Tallahassee Temperature Graphs

I hate the hot, humid summers in Tallahassee. One day, after a particularly torrid week, I decided to figure out exactly how long this weather would last.

So, I downloaded Tallahassee average temperature data from the National weather service. I then analyzed the data. I expected the temperature data would roughly follow a sine curve, so I wanted to use a sinusoidal regression. There were a couple of problems, however. Firstly, look at the graph:

a line graph of the 
average temperature data in Tallahassee

As you can see, temperatures are asymmetrical: it takes a lot longer to heat up in the spring than it does to cool down in the fall. So, I decided to split the data into two sections, one for the spring and one for the fall. Then, I would do a sinusoidal regression for each data set.

This brings me to my second problem: How on earth to do a sinusoidal regression? Most spreadsheet programs don't do it. In the SciPy python package, there's an equation solver, which theoretically could do a regression against any kind of equation, including a sine wave. However, for it to work you need to have a reasonable first guess.

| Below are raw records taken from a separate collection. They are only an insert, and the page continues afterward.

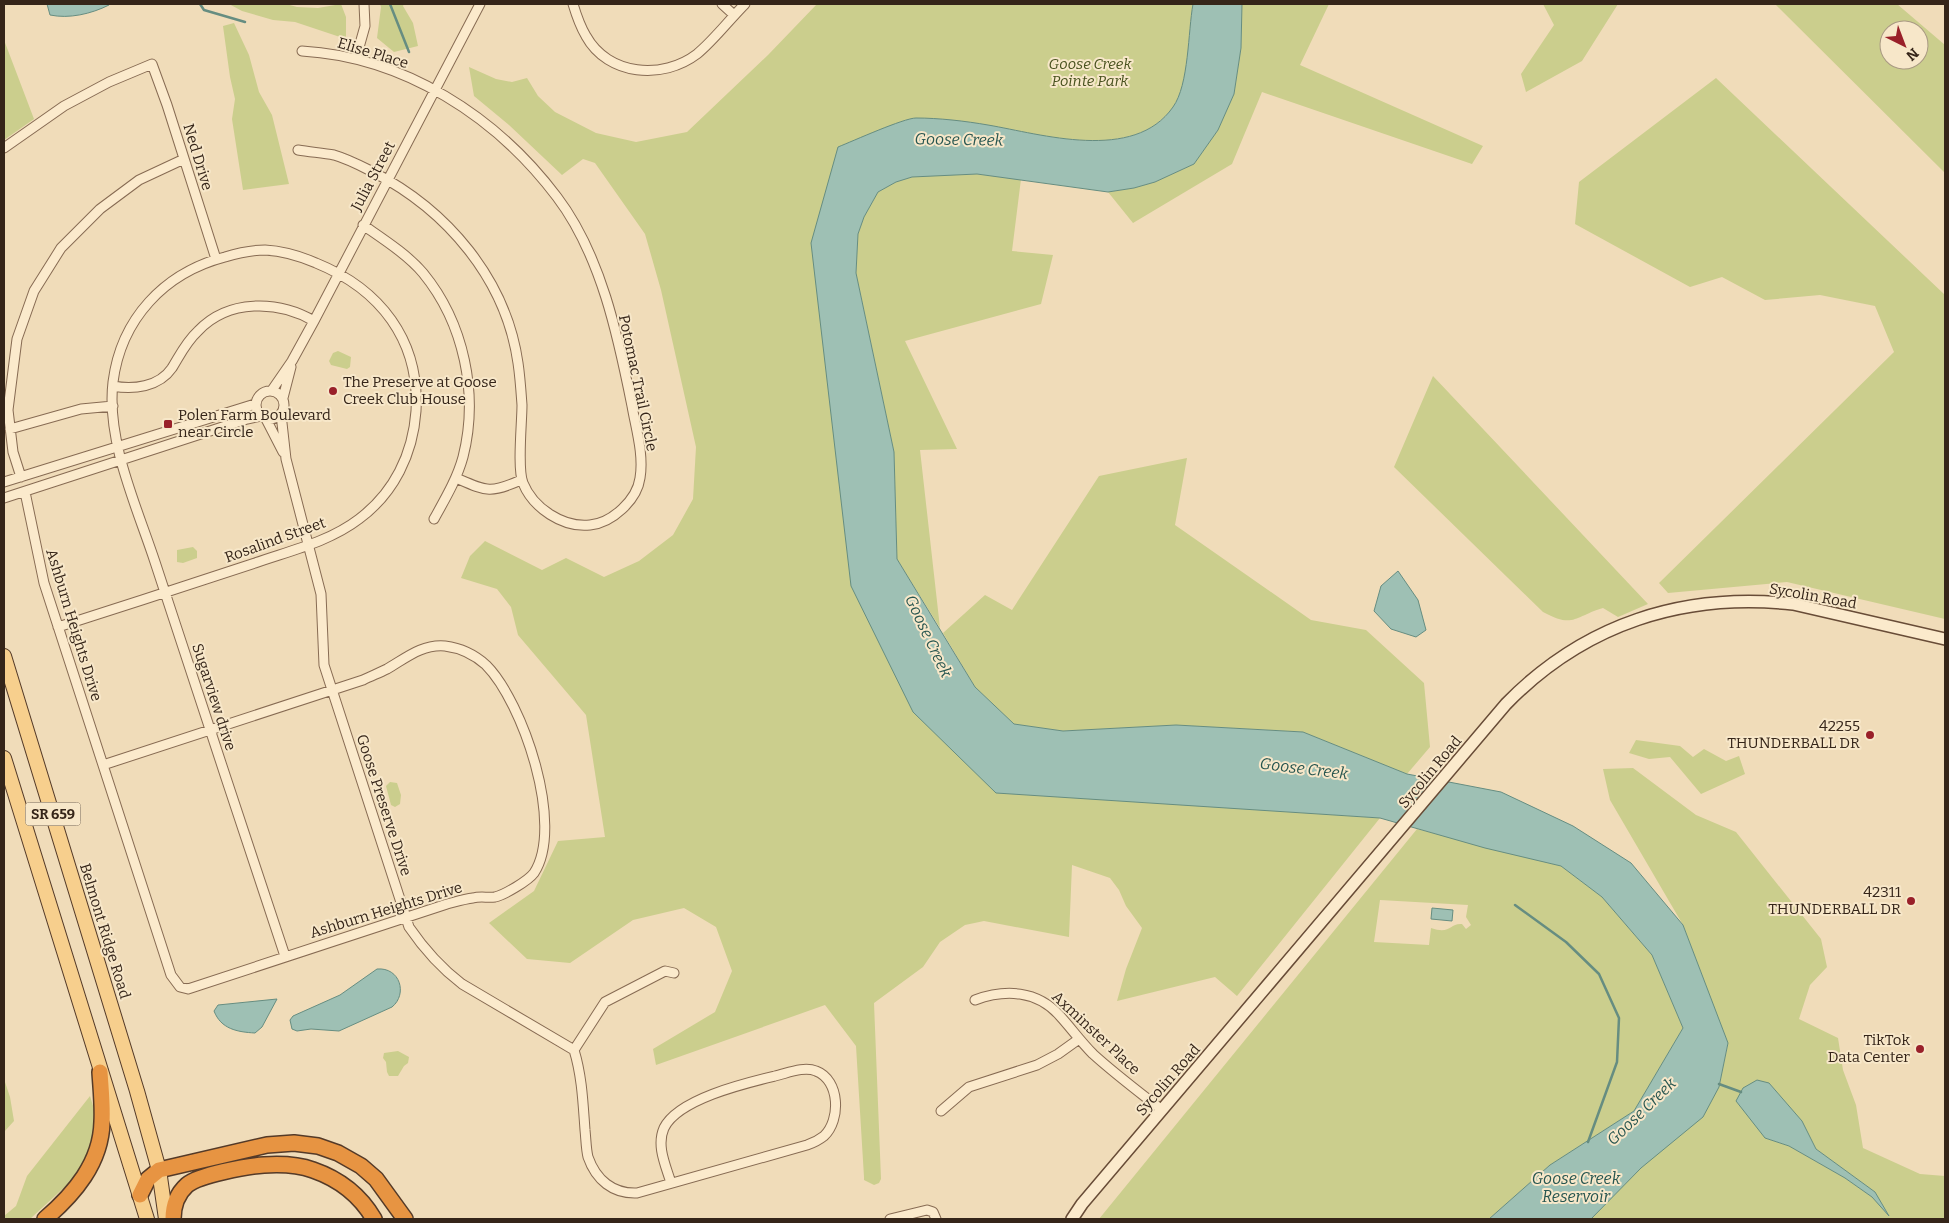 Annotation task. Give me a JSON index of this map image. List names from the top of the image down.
{
  "streets": {
    "main road": ["Sycolin Road", "SR 659", "Belmont Ridge Road"],
    "street": [
      "Elise Place",
      "Ned Drive",
      "Julia Street",
      "Potomac Trail Circle",
      "Rosalind Street",
      "Ashburn Heights Drive",
      "Sugarview drive",
      "Goose Preserve Drive",
      "Axminster Place"
    ]
  },
  "crossings": [
    ["Elise Place", "Julia Street"],
    ["Elise Place", "Potomac Trail Circle"],
    ["Ned Drive", "Rosalind Street"],
    ["Julia Street", "Potomac Trail Circle"],
    ["Julia Street", "Rosalind Street"],
    ["Rosalind Street", "Ashburn Heights Drive"],
    ["Rosalind Street", "Sugarview drive"],
    ["Rosalind Street", "Goose Preserve Drive"],
    ["Sycolin Road", "Axminster Place"],
    ["Ashburn Heights Drive", "Sugarview drive"],
    ["Ashburn Heights Drive", "Goose Preserve Drive"]
  ],
  "water": ["Goose Creek", "Goose Creek Reservoir"],
  "parks": ["Goose Creek Pointe Park"],
  "places": {
    "other": [
      "The Preserve at Goose Creek Club House",
      "42255 THUNDERBALL DR",
      "42311 THUNDERBALL DR",
      "TikTok Data Center"
    ],
    "transit": ["Polen Farm Boulevard near Circle"]
  },
  "north": "bottom right"
}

The big problem is the frequency. Coming up with a guess for the frequency really had me stumped. Fortunately, I found a post on stack exchange about sinusoidal regressions which recommended using a fourier transform to guess the frequency (fast fourier transform is also in SciPy).

I extended the data, and then loaded the data into this python script. The two equations are:

      (spring) y = 16.16 * sin(0.01466x + 4.747) + 66.92
      (fall)   y = 15.97 * sin(0.01981x + 3.521) + 66.79
      

Here is the graph: a line graph 
containing the temperature data, with a model prediction.  The model closely 
fits the data